The cultivation of microalgae in produced water (PW 30%) showed viability and high biomass production among the treatments tested. The pre-adaptation of the inoculum to the continuous photoperiod, additional stress from the 24 h photoperiod, and chemical stress acted synergistically to favor biomass production and biomolecules synthesis by Chlorella vulgaris. The obtained biomass has great potential for use as a raw material in the biodiesel and bioethanol industries because of its fatty acid profile and high concentration of carbohydrates.

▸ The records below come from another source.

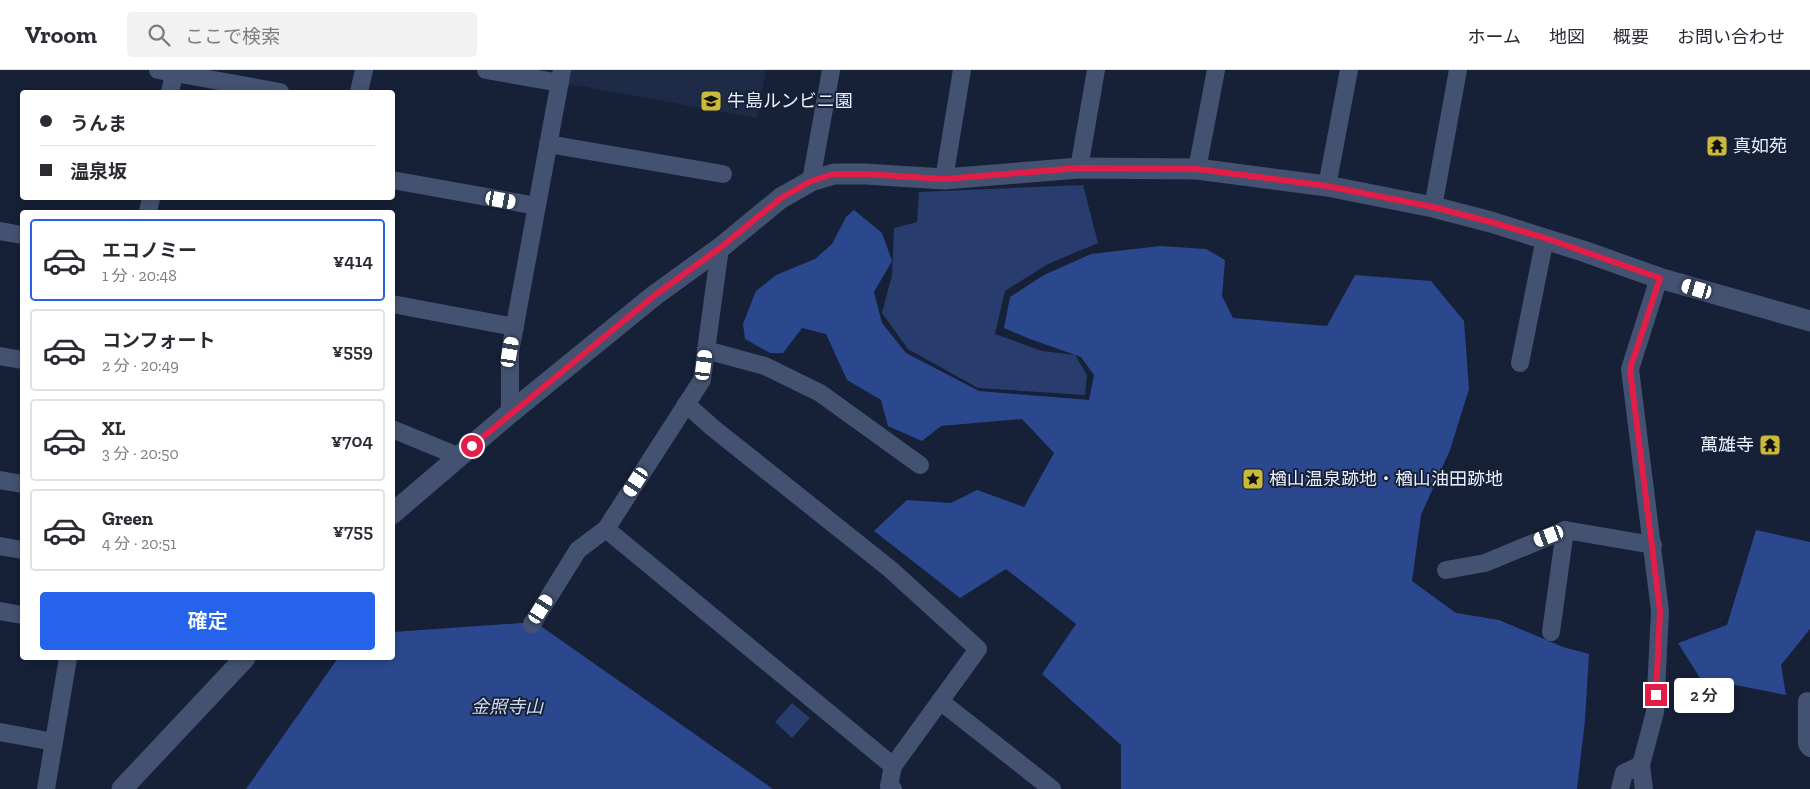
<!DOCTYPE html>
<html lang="ja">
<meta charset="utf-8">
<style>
body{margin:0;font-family:"Zilla Slab","Noto Sans JP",serif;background:#f2f2f3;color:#2b2b33;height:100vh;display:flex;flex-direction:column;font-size:19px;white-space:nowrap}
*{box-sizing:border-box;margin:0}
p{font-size:16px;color:#7c7c81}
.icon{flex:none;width:28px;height:28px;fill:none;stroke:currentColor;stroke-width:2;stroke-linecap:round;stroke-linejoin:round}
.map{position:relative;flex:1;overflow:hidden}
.side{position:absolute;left:20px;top:140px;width:375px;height:450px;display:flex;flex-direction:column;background:#fff;border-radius:5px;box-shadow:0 2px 8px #0003}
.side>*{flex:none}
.banner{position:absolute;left:20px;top:20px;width:375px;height:110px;border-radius:5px;box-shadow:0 2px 8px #0003;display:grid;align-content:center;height:110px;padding:0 20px;background:#fff}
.end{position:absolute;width:22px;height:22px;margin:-11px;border:6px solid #e11d48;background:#fff;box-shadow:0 0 0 2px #fff}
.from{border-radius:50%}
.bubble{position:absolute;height:35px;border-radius:5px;background:#fff;box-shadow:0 2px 8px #0003;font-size:16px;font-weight:600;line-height:35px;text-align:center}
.car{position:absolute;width:15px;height:30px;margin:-15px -8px;border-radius:6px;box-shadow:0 0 4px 1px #0007;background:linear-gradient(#fff 24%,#345 0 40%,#fff 0 76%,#345 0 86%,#fff 0)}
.banner b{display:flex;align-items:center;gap:18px;height:48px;font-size:19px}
.banner b+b{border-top:1px solid #e1e1e2}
.banner i{width:12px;height:12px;background:#2b2b33}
ul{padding:9px 0 0;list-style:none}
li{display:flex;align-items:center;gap:15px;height:82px;margin:0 10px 8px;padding:0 10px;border:2px solid #e1e1e2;border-radius:5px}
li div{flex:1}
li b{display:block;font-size:19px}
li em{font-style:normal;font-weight:600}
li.active{border-color:#2563eb}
li>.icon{width:45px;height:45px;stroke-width:1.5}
.primary-button{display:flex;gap:10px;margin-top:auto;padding:10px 20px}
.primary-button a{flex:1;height:58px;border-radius:5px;background:#2563eb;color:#fff;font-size:20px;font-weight:600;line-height:58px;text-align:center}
header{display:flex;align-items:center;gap:30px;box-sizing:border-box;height:70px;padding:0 25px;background:#fff;border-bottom:1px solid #e1e1e2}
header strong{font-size:24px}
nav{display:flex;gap:28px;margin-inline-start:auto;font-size:18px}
.search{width:350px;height:45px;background:#f2f2f3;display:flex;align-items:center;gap:12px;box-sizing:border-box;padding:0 18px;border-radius:5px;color:#7c7c81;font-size:19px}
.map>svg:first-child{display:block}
.built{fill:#1e2b47}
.green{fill:#283d6e}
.forest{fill:#2b488e}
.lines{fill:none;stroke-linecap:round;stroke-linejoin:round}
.minor{stroke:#445271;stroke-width:18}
.tertiary{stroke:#445271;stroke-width:21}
.route{stroke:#e11d48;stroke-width:6}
.labels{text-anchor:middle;stroke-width:4;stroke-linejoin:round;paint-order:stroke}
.poi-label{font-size:18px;fill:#eaf0fd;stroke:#162037;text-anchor:start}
.park-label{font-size:18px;font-style:italic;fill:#d1dbef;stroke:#162037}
</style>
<header>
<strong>Vroom</strong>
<div class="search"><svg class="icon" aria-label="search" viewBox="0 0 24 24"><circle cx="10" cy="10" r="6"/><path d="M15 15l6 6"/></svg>ここで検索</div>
<nav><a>ホーム</a><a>地図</a><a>概要</a><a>お問い合わせ</a></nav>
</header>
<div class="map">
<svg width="1810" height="719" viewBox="0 0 1810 719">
<rect width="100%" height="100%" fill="#162037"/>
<!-- built -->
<polygon class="built" points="570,0 766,0 757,48 568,14"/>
<!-- green -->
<g class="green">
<polygon points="1083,115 1098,173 1048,194 1005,221 995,264 1042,281 1075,285 1087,305 1085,325 978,318 908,279 882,243 892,205 894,158 917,152 919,122"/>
<polygon points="792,633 810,648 792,668 775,652"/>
</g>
<!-- forest -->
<g class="forest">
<polygon points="854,140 882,163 892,191 874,222 882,253 906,283 979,321 1089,330 1094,305 1081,287 1030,269 1004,258 1010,227 1044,205 1091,184 1160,176 1206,179 1225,190 1222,226 1233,248 1327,256 1355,205 1431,211 1464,251 1469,319 1450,380 1421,445 1412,511 1456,543 1499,550 1563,577 1589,584 1585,650 1577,719 1121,719 1121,675 1042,604 1076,554 1006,499 960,528 874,461 907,430 951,433 977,420 1024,437 1054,383 1022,349 941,356 922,371 888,356 881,330 847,310 826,264 802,258 783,283 770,283 745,269 743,254 756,221 776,205 815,189 832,174 846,147"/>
<polygon points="1756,460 1810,472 1810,559 1781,595 1786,625 1700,608 1678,573 1727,555"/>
<polygon points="535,552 773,719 246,719 338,588 392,588 393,562"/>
</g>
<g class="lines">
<!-- minor -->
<g class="minor">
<polyline points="158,0 280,22"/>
<polyline points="486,0 560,13"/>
<polyline points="170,22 175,0"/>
<polyline points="359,22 364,0"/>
<polyline points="548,74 723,104"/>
<polyline points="1079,98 1096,0"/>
<polyline points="1197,99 1216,0"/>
<polyline points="944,109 962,0"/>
<polyline points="392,110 537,136"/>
<polyline points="811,111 831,0"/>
<polyline points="1327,116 1349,0"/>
<polyline points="1433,137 1458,0"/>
<polyline points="148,142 151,128"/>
<polyline points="0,161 22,165"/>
<polyline points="392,234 515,257"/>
<polyline points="706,280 765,296 820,323 920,395"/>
<polyline points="0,286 22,290"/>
<polyline points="1520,293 1545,168"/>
<polyline points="686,334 713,358 890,499 978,579 893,696"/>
<polyline points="510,343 510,282 562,0"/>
<polyline points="392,359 460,387"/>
<polyline points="0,410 22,414"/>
<polyline points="606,459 893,696 889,716 893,719"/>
<polyline points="0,476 22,480"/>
<polyline points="1446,500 1485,493 1565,460 1653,475"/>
<polyline points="0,541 22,545"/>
<polyline points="532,554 578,480 606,459 702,310 720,178"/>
<polyline points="1551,562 1565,460"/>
<polyline points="940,631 1052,719"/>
<polyline points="1807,631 1807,674 1810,678"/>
<polyline points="0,662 54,672"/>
<polyline points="46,719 68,588"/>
<polyline points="1620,719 1624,703 1641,695"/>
<polyline points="1644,719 1641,695 1655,642 1660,541 1630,299 1659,208"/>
</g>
<!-- tertiary -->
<g class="tertiary">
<polyline points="392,444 510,343 655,225 720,178 781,128 811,111 834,104 865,104 944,109 1079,98 1197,99 1327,116 1433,137 1491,152 1583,181 1659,208 1810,251"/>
<polyline points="122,719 245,588"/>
</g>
</g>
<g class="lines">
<!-- route -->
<polyline class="route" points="472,376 655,225 720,178 781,128 811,111 834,104 865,104 944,109 1079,98 1197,99 1327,116 1433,137 1491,152 1545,168 1660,208 1630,299 1660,541 1656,625"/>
</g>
<!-- icons -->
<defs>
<g id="school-square" transform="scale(1.125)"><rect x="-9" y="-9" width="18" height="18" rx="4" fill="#caba3a" stroke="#162037"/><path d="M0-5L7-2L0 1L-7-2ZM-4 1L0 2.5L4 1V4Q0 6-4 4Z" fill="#111"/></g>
<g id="temple-square" transform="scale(1.125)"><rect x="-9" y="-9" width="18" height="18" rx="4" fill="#caba3a" stroke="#162037"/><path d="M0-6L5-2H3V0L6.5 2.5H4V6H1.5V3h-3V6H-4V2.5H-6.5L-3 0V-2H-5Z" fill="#111"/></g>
<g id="sight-square" transform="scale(1.125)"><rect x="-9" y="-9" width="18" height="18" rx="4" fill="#caba3a" stroke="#162037"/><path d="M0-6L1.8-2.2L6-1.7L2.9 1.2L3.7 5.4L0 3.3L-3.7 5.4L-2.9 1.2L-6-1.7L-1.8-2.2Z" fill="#111"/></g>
</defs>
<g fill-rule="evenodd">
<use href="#school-square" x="711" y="31"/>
<use href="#temple-square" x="1717" y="76"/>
<use href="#temple-square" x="1770" y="375"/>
<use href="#sight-square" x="1253" y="409"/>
</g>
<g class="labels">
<!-- poi labels -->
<g class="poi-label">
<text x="727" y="37">牛島ルンビニ園</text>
<text x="1733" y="82">真如苑</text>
<text x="1754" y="381" text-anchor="end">萬雄寺</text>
<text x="1269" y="415">楢山温泉跡地・楢山油田跡地</text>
</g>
<!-- park labels -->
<g class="park-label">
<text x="507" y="643">金照寺山</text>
</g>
</g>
</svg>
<i class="end from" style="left:472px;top:376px"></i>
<i class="end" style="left:1656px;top:625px"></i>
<div class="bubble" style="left:1674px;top:608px;width:60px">2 分</div>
<i class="car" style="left:501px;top:130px;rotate:100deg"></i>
<i class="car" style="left:1697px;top:219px;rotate:286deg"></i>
<i class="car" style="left:510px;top:282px;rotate:10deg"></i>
<i class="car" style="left:704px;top:295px;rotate:7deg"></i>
<i class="car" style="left:636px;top:412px;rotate:213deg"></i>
<i class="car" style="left:1549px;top:466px;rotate:249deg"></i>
<i class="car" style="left:541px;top:539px;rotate:32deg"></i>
<div class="banner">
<b><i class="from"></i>うんま</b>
<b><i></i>温泉坂</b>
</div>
<section class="side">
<ul>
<li class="active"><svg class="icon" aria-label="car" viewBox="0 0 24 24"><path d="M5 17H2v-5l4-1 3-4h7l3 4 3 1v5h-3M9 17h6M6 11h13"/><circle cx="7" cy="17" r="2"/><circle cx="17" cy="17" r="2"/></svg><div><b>エコノミー</b><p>1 分 · 20:48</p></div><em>¥414</em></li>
<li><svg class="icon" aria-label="car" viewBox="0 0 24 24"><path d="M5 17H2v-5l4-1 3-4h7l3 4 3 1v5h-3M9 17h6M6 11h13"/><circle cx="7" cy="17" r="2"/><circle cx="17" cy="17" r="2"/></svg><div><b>コンフォート</b><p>2 分 · 20:49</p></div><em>¥559</em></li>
<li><svg class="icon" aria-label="car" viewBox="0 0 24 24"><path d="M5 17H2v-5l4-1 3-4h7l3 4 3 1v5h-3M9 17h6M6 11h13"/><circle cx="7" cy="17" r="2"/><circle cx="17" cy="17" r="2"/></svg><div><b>XL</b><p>3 分 · 20:50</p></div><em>¥704</em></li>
<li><svg class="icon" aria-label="car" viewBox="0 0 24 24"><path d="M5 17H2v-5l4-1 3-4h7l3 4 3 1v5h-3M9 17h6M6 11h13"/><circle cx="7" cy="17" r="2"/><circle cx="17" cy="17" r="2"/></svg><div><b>Green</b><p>4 分 · 20:51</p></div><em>¥755</em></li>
</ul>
<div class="primary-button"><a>確定</a></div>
</section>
</div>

Furthermore, microalgae also showed the environmental benefit of high removal efficiency of the analyzed chemical compounds, including petroleum hydrocarbons and heavy metals found in the medium, as a wastewater treatment method. Therefore, using 30% PW and a constant photoperiod stimulated the production of biomass-derived biomolecules with high added value that can be converted into bioproducts of interest for the petrochemical industry.